* **Data records**
■ ■ ■ ■ ■ ■ ■
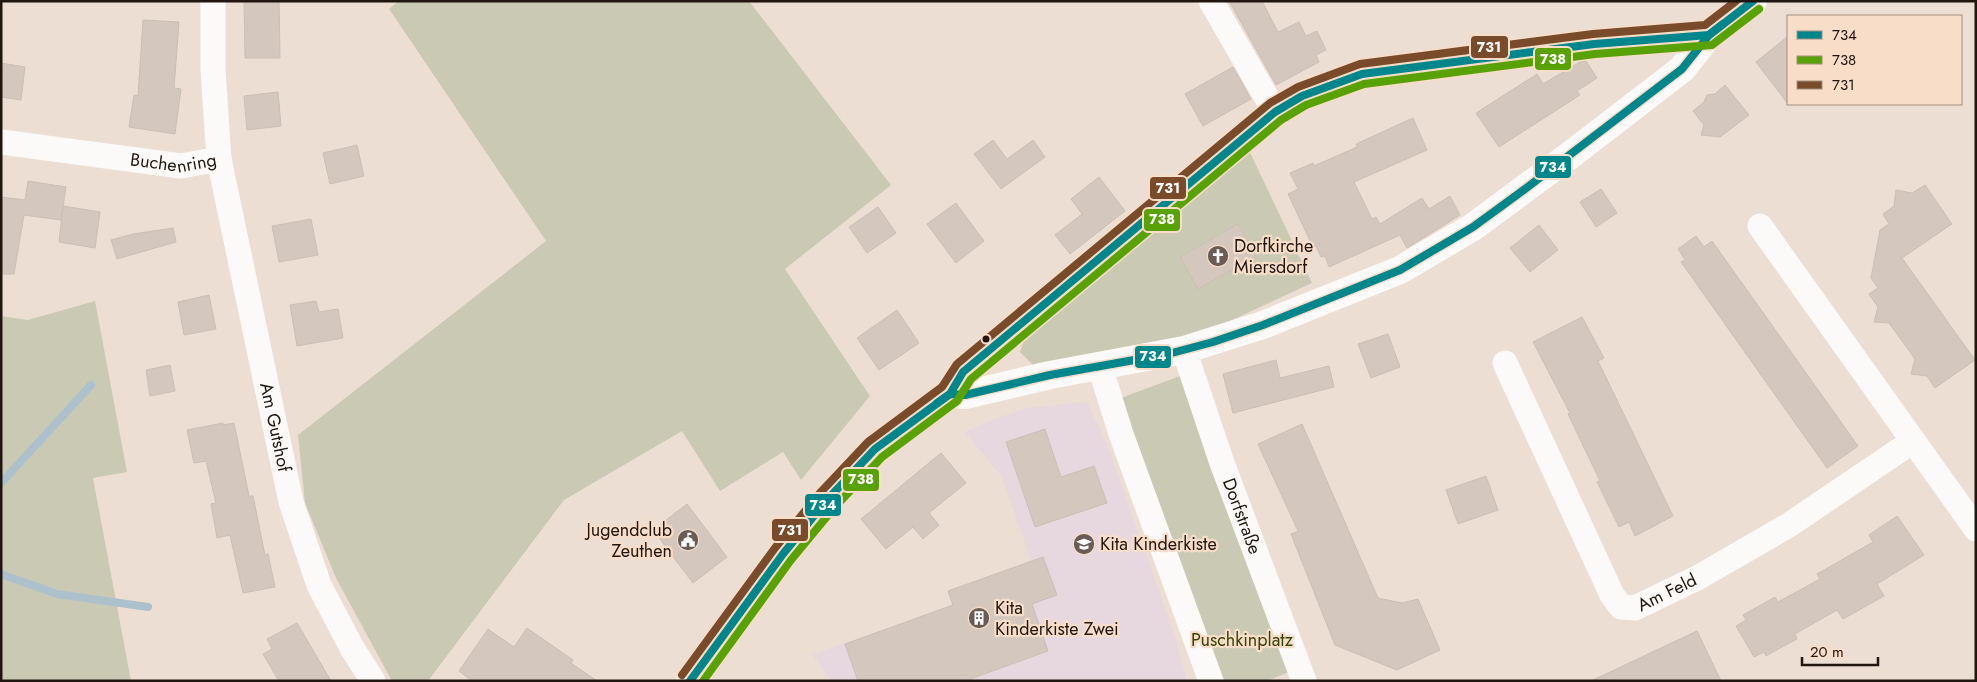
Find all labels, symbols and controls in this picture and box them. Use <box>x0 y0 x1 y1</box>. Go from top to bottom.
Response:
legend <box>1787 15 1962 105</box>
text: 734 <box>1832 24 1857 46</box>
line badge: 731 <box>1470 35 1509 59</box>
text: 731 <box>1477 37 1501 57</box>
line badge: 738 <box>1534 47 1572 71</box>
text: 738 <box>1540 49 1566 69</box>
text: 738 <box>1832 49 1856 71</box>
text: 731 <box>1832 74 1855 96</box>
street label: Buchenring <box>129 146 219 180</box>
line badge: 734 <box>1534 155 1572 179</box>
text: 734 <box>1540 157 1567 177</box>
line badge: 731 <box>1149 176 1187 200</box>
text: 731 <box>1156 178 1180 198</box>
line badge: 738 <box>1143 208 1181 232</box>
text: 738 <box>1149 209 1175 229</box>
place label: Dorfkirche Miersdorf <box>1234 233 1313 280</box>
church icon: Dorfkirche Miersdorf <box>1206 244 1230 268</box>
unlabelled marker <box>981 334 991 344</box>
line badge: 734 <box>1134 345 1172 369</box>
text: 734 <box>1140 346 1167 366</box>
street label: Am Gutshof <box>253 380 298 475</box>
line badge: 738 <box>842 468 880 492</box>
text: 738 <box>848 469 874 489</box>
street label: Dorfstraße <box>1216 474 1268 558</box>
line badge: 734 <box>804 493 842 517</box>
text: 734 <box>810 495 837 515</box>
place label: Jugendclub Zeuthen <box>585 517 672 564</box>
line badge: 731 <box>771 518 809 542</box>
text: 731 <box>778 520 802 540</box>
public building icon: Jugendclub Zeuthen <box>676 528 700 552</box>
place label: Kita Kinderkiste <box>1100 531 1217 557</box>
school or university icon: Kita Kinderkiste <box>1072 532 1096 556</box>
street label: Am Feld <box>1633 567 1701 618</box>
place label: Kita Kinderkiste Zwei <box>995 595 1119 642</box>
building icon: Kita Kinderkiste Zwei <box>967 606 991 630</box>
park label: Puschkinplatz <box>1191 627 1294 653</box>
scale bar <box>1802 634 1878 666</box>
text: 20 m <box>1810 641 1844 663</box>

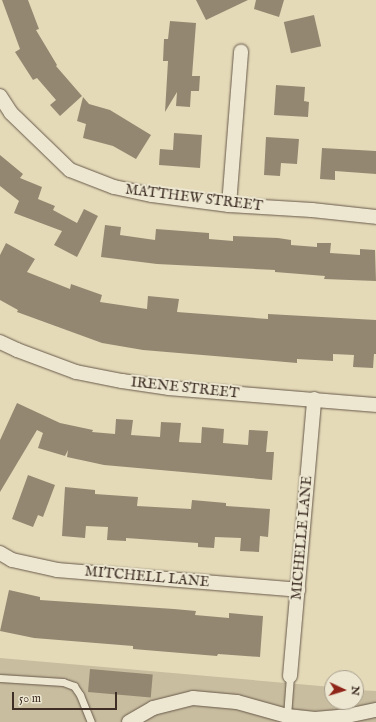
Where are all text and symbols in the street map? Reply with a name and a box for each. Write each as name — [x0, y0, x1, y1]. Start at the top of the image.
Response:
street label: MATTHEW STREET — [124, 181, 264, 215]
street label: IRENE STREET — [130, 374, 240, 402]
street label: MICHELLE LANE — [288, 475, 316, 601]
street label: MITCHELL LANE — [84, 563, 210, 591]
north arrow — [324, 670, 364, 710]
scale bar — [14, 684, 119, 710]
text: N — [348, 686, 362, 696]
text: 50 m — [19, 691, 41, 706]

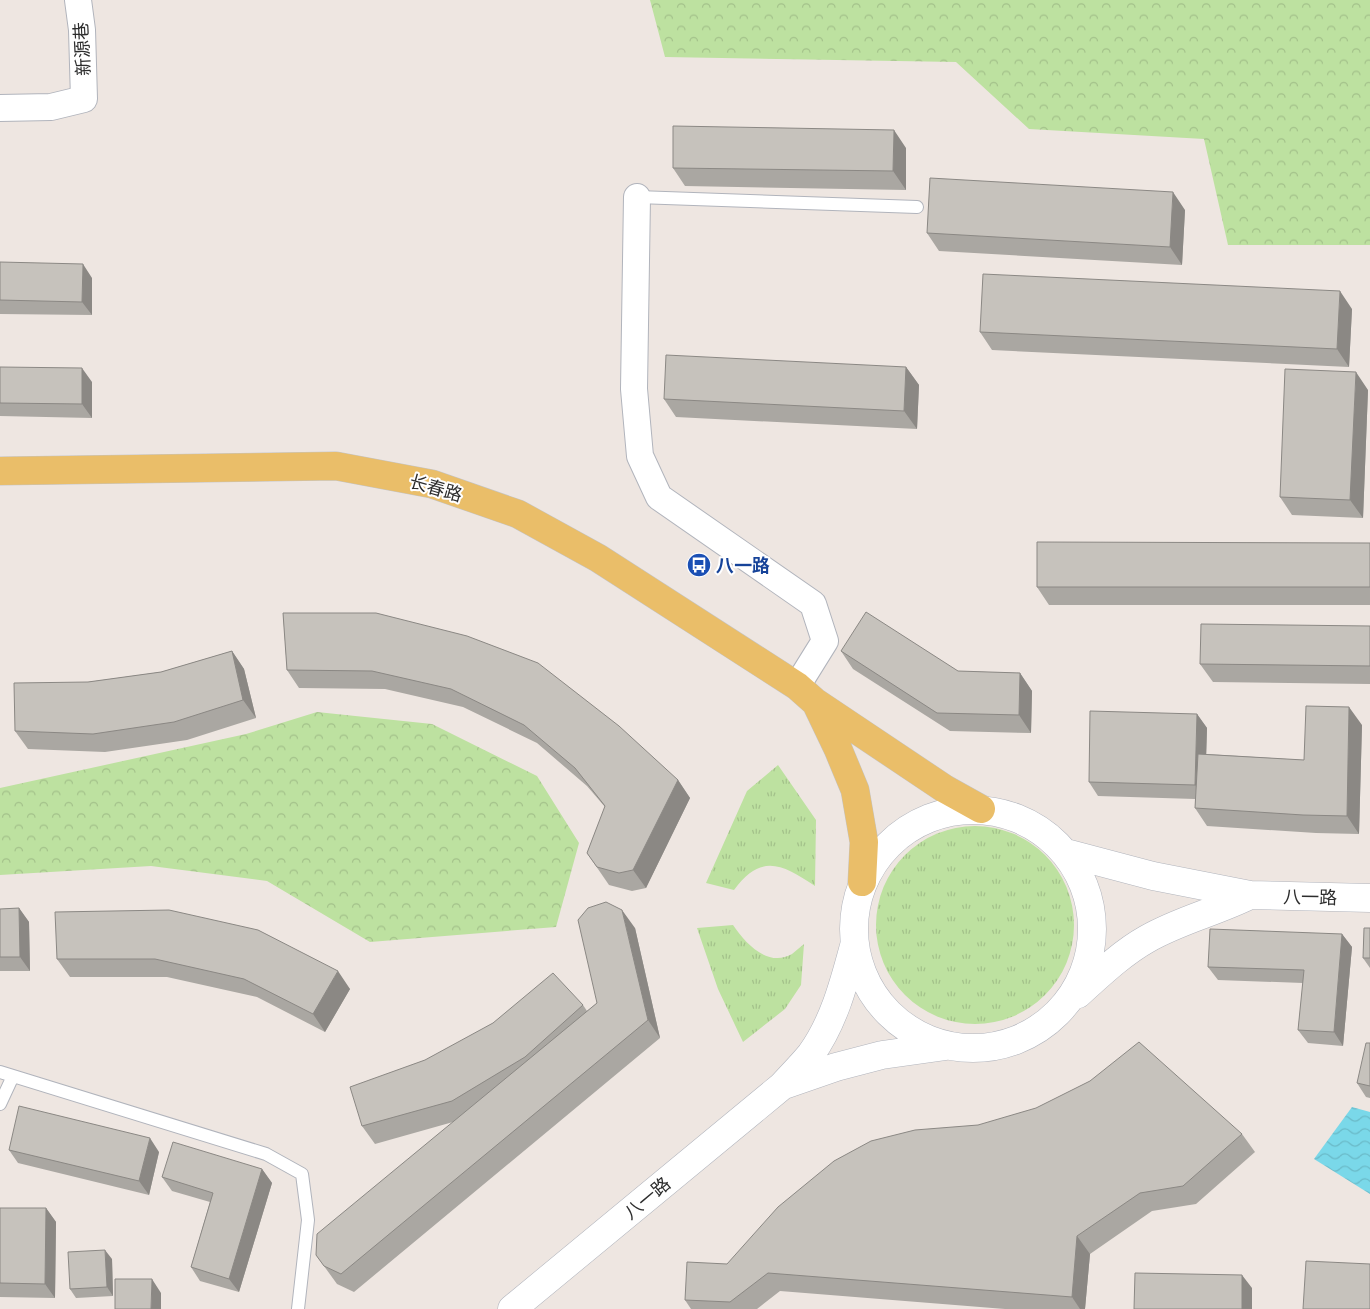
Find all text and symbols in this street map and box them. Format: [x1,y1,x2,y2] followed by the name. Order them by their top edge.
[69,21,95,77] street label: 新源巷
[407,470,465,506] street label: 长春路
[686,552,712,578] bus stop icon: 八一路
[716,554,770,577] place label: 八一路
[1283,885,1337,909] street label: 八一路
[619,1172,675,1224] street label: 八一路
■ ■ ■ ■ ■ ■ ■
* **To do**
Write down all the entries exactly, but not the pictures they hold.

* **Task result**
Find all labels, symbols and controls in this picture and box them. Use <box>x0 y0 x1 y1</box>. Go from top to bottom.
Response:
legend <box>1787 15 1962 105</box>
text: 734 <box>1832 24 1857 46</box>
line badge: 731 <box>1470 35 1509 59</box>
text: 731 <box>1477 37 1501 57</box>
line badge: 738 <box>1534 47 1572 71</box>
text: 738 <box>1540 49 1566 69</box>
text: 738 <box>1832 49 1856 71</box>
text: 731 <box>1832 74 1855 96</box>
street label: Buchenring <box>129 146 219 180</box>
line badge: 734 <box>1534 155 1572 179</box>
text: 734 <box>1540 157 1567 177</box>
line badge: 731 <box>1149 176 1187 200</box>
text: 731 <box>1156 178 1180 198</box>
line badge: 738 <box>1143 208 1181 232</box>
text: 738 <box>1149 209 1175 229</box>
place label: Dorfkirche Miersdorf <box>1234 233 1313 280</box>
church icon: Dorfkirche Miersdorf <box>1206 244 1230 268</box>
unlabelled marker <box>981 334 991 344</box>
line badge: 734 <box>1134 345 1172 369</box>
text: 734 <box>1140 346 1167 366</box>
street label: Am Gutshof <box>253 380 298 475</box>
line badge: 738 <box>842 468 880 492</box>
text: 738 <box>848 469 874 489</box>
street label: Dorfstraße <box>1216 474 1268 558</box>
line badge: 734 <box>804 493 842 517</box>
text: 734 <box>810 495 837 515</box>
place label: Jugendclub Zeuthen <box>585 517 672 564</box>
line badge: 731 <box>771 518 809 542</box>
text: 731 <box>778 520 802 540</box>
public building icon: Jugendclub Zeuthen <box>676 528 700 552</box>
place label: Kita Kinderkiste <box>1100 531 1217 557</box>
school or university icon: Kita Kinderkiste <box>1072 532 1096 556</box>
street label: Am Feld <box>1633 567 1701 618</box>
place label: Kita Kinderkiste Zwei <box>995 595 1119 642</box>
building icon: Kita Kinderkiste Zwei <box>967 606 991 630</box>
park label: Puschkinplatz <box>1191 627 1294 653</box>
scale bar <box>1802 634 1878 666</box>
text: 20 m <box>1810 641 1844 663</box>

Where are all text and symbols in the street map? Reply with a name and a box for each. Write each as name — [x0, y0, x1, y1]. Start at the top of the image.
Response:
street label: MATTHEW STREET — [124, 181, 264, 215]
street label: IRENE STREET — [130, 374, 240, 402]
street label: MICHELLE LANE — [288, 475, 316, 601]
street label: MITCHELL LANE — [84, 563, 210, 591]
north arrow — [324, 670, 364, 710]
scale bar — [14, 684, 119, 710]
text: N — [348, 686, 362, 696]
text: 50 m — [19, 691, 41, 706]

Find all text and symbols in this street map and box them. Format: [x1,y1,x2,y2] followed by the name. Order them by their top edge.
[69,21,95,77] street label: 新源巷
[407,470,465,506] street label: 长春路
[686,552,712,578] bus stop icon: 八一路
[716,554,770,577] place label: 八一路
[1283,885,1337,909] street label: 八一路
[619,1172,675,1224] street label: 八一路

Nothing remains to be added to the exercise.